I’m sorry to hear about your situation which is, unfortunately, not uncommon. Your employer has a legal duty to provide you with a suitable alternative role with terms and conditions that are no less favourable than your previous job.
While they are offering the same salary and conditions for the new post, you have advised that the level of responsibility is reduced and have described it as a ‘junior’ role therefore, based on this information, the terms and conditions appear to be less than favourable to you.
Under current law, it is the employer’s decision whether a vacancy is a suitable alternative, although this needs to stand up to objective scrutiny. A more junior position does indicate less favourable terms and conditions, although they could argue it’s not ‘substantially less’ favourable, which is the test (depends on the level of seniority).

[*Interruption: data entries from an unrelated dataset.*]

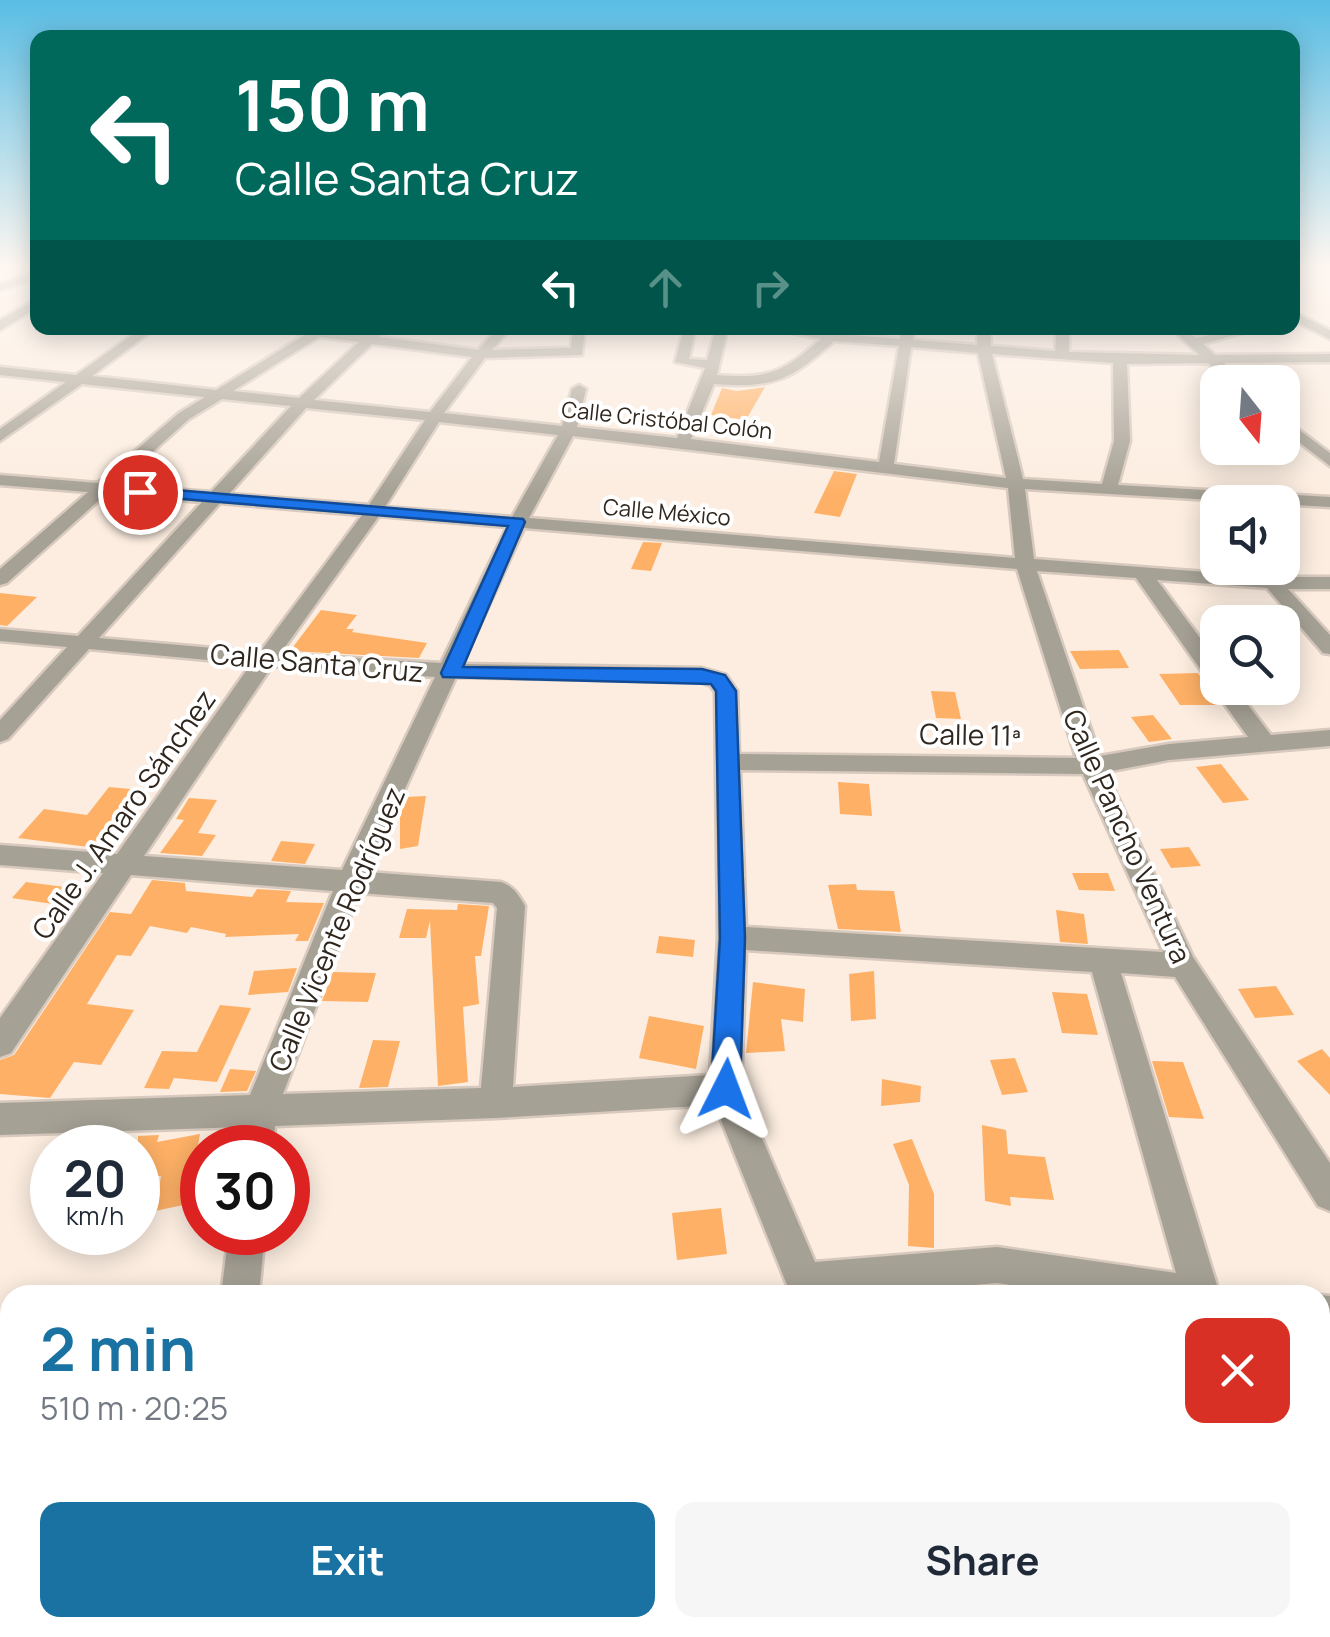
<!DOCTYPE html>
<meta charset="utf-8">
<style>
body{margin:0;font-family:Manrope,sans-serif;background:#f6f6f7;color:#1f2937;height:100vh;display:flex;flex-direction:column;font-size:38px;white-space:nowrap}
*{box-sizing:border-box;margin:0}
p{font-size:32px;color:#747a83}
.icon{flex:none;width:55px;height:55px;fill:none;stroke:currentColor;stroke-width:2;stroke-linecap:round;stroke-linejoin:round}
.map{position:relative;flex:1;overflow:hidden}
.panel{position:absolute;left:0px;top:1285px;width:1330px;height:352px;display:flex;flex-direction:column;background:#fff;border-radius:30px 30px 0 0;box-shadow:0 5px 25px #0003}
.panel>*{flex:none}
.top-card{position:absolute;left:30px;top:30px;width:1270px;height:305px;border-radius:20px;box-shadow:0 5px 25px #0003;background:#00695c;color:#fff;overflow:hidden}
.needle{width:65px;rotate:163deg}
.buttons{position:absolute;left:1200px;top:365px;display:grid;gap:20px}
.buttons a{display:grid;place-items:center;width:100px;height:100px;border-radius:20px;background:#fff;box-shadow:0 5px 25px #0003;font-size:50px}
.speed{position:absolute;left:30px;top:1125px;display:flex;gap:20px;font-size:50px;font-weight:700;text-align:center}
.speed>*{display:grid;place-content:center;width:130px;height:130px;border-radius:50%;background:#fff;box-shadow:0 5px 25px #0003;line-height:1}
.speed small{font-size:25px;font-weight:400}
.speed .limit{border:15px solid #d22;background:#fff;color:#111}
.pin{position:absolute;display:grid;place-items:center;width:85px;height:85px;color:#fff;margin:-42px;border:5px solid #fff;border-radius:50%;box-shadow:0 2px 10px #0007}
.me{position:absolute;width:110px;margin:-55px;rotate:3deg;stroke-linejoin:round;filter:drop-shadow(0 0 8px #0008)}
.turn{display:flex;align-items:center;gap:35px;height:210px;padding:0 40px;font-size:45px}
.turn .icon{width:130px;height:130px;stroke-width:2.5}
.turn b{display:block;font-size:70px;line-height:85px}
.lanes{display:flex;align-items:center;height:95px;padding:0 40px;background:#0003;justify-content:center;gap:50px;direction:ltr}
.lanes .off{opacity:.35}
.round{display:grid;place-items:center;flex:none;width:105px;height:105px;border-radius:20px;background:#f6f6f7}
.head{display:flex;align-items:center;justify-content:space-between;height:170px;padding:0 40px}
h1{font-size:60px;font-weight:700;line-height:75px;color:#1972a1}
.action{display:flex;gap:20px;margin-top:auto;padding:20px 40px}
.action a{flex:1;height:115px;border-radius:20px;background:#1972a1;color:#fff;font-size:40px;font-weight:700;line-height:115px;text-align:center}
.action a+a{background:#f6f6f7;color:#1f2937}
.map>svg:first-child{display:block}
.green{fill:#d0db87}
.building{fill:#feb166}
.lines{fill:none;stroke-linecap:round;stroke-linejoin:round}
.minor-casing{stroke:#d7c9bd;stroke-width:5}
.minor{fill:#a6a195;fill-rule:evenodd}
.route{fill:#1a73e8;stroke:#114b97;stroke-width:2.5}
.labels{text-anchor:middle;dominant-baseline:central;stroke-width:8;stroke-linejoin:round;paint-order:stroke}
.far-street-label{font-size:22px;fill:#2f261e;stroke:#fff}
.street-label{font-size:28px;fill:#2f261e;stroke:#fff}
</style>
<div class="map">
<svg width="1330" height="1637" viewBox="0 0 1330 1637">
<rect width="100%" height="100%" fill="#fcede0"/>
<polygon class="green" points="1320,1355 1330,1355 1330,1637 917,1637 915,1628 1320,1628"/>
<g class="building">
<polygon points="765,387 746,420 711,415 722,388 737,391"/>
<polygon points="834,471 857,474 840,517 814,513"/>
<polygon points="643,542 662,543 651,571 631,569"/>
<polygon points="0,593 37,597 7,626 0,625"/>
<polygon points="321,610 357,615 346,629 354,629 352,632 427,643 419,658 290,651"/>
<polygon points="1119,650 1129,668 1080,669 1070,651"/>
<polygon points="1198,673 1220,705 1180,705 1159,674"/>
<polygon points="931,691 955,692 961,719 936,718"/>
<polygon points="1153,715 1172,739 1149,742 1131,717"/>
<polygon points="1221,764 1249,800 1223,803 1196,767"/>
<polygon points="838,782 869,784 872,816 840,814"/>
<polygon points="109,787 141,790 121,817 136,820 112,850 18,838 44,809 87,815"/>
<polygon points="426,796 418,846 400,849 400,809 405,797"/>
<polygon points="189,798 217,800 198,833 216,835 202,856 160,853 184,820 176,819"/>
<polygon points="281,841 315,844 305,864 271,861"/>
<polygon points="1189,847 1201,866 1171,868 1160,849"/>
<polygon points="1072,873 1108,873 1115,891 1079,890"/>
<polygon points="152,880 185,883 186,891 252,897 257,889 291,891 286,902 324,903 308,941 295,941 299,934 225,937 226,934 191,927 187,933 150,926 131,956 117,955 87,1004 134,1010 101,1065 74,1062 50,1098 0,1094 0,1060 14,1055 110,912 131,914"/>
<polygon points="26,882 73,888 60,905 12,898"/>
<polygon points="856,884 857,890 894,891 901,932 838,929 828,885"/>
<polygon points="458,904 489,906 481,956 475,956 479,1004 463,1007 468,1082 438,1086 430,921 426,938 399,938 407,909 457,910"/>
<polygon points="1056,910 1084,914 1088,944 1060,942"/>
<polygon points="659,936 695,940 693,957 656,953"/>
<polygon points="297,968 288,992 248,995 254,971"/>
<polygon points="874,971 876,1019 851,1021 849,974"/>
<polygon points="333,972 376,973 368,1002 322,1001"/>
<polygon points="753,982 805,989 803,1022 781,1019 785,1051 746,1053"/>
<polygon points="1276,986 1294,1015 1255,1018 1238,989"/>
<polygon points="1052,992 1087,994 1098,1035 1062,1033"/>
<polygon points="220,1005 251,1008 217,1082 174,1078 169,1089 144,1088 162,1051 197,1052"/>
<polygon points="649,1016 704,1026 696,1069 639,1058"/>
<polygon points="373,1040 400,1041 388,1087 359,1088"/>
<polygon points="1322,1049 1330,1058 1330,1095 1297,1061"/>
<polygon points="1015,1058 1028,1092 1002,1095 990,1060"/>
<polygon points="1152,1061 1183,1062 1204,1119 1169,1117"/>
<polygon points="230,1069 256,1071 247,1091 220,1092"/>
<polygon points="882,1079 921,1086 920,1102 881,1106"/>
<polygon points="982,1125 1006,1130 1008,1154 1045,1157 1054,1200 1010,1197 1011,1206 985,1201"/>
<polygon points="200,1134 188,1204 155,1211 161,1176 144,1176 138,1188 138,1136 159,1135 157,1142"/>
<polygon points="912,1139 934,1194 934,1248 908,1246 909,1185 893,1144"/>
<polygon points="721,1208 727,1254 677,1260 672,1213"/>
</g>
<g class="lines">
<g class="minor-casing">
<g id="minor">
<polygon points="1319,265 1330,265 1330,269 1320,267"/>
<polygon points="38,271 38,278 0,290 0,283"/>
<polygon points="38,298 38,307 0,330 0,320"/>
<polygon points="1292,311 1330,330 1330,339 1292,320"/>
<path d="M142,328H156L92,376L216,390L305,335L274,328H331L329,331L366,335L374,328H387L379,337L478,350L498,328H511L492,350L571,348L573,328H585L582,355L485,358L444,413L562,426L572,389L579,385L586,389L577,427L677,438L705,368L675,362L684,328H696L689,359L707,360L716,328H728L717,375C768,379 782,373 821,339L768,328L900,339L902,328H914L913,340L977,345L978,328H990L991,346L1055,351L1057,328H1069V352L1199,355L1171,328H1184L1196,338L1241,328H1260L1203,344L1215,355L1330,354V362L1224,363L1244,382H1229L1208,363L1127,364L1130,441L1118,485L1330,497V507L1025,489L1034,559L1273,577H1330V589H1288L1330,635V654L1323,653L1267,588L1157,580L1218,662V688H1235L1271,735L1330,730V746L1169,760L1106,772L1193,957L1330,1163V1211L1318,1206L1175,977L1121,973L1220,1295H1076L997,1283L858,1295H791L715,1105L496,1118L275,1126L273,1148H239L242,1127L0,1135V1103L250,1095L333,891L131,875L11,1053L0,1057V1018L103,873L0,865V845L117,854L251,664L89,649L8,739L0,742V720L67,647L0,641V629L78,636L202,502L106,494L7,583L0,585V569L88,492L0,485V475L98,483L179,413L205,397L82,384L0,441V429L66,382L0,375V367L76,375ZM319,337L359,342L299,398L233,391ZM834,341L899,346L879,462L691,439L714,384C773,388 791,381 834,341ZM372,344L472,357L430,412L314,400ZM911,347L978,353L1006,478L894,464ZM992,354L1113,363L1114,441L1102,484L1023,479ZM222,399L291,406L211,492L116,485L189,419ZM306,408L425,420L369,505L229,494ZM439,422L558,435L512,517L385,507ZM573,436L1008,488L1015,558L529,518ZM220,503L362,515L260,652L99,638ZM379,516L507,527L441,663L280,654ZM524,528L1017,569L1076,758L739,754L737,691L726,675L701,668L462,664ZM1037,571L1136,578L1210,683L1216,684L1213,688L1248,737L1169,744L1100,756ZM272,666L435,677L342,870L144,856ZM456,677L700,682L710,685L715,692L718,938L710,1075L513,1087L525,906C519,895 513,886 501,882L367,872ZM740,770L1083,774L1163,952L746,927ZM359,893L493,903L497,908L481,1088L283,1094ZM746,950L1092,972L1176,1273L997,1247L815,1262L741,1089Z"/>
<polygon points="1282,417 1330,453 1330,466 1282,429"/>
<polygon points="229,1232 265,1232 259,1295 221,1295"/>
<polygon points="1320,1295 1330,1296 1330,1334 1320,1333"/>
<polygon points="145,1628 191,1628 189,1637 143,1637"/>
<polygon points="362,1628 420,1628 416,1637 358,1637"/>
<polygon points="869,1628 915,1628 917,1637 871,1637"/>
</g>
</g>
<use href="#minor" class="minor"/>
</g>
<linearGradient id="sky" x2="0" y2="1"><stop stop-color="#59bde4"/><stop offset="0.54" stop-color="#fef7f1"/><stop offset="1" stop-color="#fef7f1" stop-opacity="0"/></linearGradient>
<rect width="1330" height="494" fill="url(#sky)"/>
<polygon class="route" points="140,487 523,519 525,522 463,667 702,669 725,675 736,691 745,938 740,1089 736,1099 726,1103 715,1099 711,1089 720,938 716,691 711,684 443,677 441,673 508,526 135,495 135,489"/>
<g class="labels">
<g class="far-street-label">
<text transform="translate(667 420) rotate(6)">Calle Cristóbal Colón</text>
<text transform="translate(667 512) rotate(5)">Calle México</text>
</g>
<g class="street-label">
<text transform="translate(317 662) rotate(5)">Calle Santa Cruz</text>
<text transform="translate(970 734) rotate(1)">Calle 11ª</text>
<text transform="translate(123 814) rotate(-55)">Calle J. Amaro Sánchez</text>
<text transform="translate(1128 836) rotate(66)">Calle Pancho Ventura</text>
<text transform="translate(336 929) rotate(-67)">Calle Vicente Rodríguez</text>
</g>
</g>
</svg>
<div class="buttons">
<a><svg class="needle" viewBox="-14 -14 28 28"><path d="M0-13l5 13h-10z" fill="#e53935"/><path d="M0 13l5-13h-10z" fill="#747a83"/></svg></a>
<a><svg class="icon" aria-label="sound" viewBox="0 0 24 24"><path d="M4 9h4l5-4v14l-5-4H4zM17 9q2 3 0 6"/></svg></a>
<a><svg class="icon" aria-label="search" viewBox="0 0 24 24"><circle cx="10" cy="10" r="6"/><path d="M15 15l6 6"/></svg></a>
</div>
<div class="speed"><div>20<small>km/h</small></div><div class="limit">30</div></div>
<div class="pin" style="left:140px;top:492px;background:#d93025"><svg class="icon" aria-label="arrive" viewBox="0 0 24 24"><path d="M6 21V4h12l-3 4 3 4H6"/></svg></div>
<svg class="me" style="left:726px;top:1089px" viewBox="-20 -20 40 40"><path d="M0-17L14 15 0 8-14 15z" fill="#1a73e8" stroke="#fff" stroke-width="4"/></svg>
<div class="top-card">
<div class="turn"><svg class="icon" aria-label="left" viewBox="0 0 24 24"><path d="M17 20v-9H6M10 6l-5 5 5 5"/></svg><div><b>150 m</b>Calle Santa Cruz</div></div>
<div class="lanes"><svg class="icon" aria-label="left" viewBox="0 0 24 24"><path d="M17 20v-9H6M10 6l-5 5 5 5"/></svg><svg class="icon off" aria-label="ahead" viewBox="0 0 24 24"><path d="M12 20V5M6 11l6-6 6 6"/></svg><svg class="icon off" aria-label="right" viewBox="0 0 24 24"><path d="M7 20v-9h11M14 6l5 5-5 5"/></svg></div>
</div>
<section class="panel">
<div class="head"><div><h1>2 min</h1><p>510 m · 20:25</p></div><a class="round" style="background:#d93025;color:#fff"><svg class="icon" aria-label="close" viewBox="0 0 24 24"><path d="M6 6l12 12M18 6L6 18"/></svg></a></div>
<div class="action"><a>Exit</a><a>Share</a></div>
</section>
</div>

I would recommend that you ask your employer why they did not consider the management role as a suitable alternative for you and ask them to reconsider their position on this.
Maternity Regulations oblige employers to offer employees on maternity leave with suitable alternative jobs in situations of redundancies and restructures without requiring them to interview for the vacancy.
If you believe that you are qualified for one of the new management roles and the terms and conditions are no less, or no more, favourable than your previous job, you are correct in believing that one of those posts should have been offered to you without an interview.
If there is any evidence that the decision to give you the more junior position is in any way linked with your being on maternity leave, you could potentially have a claim for pregnancy and maternity discrimination or unlawful detriment.
If the result of your conversations is that you do move into what you believe is a more junior position, if in future your employer proposed a reduction in your salary, this could amount to a breach of contract and you should seek legal advice at the time to clarify your position and next steps.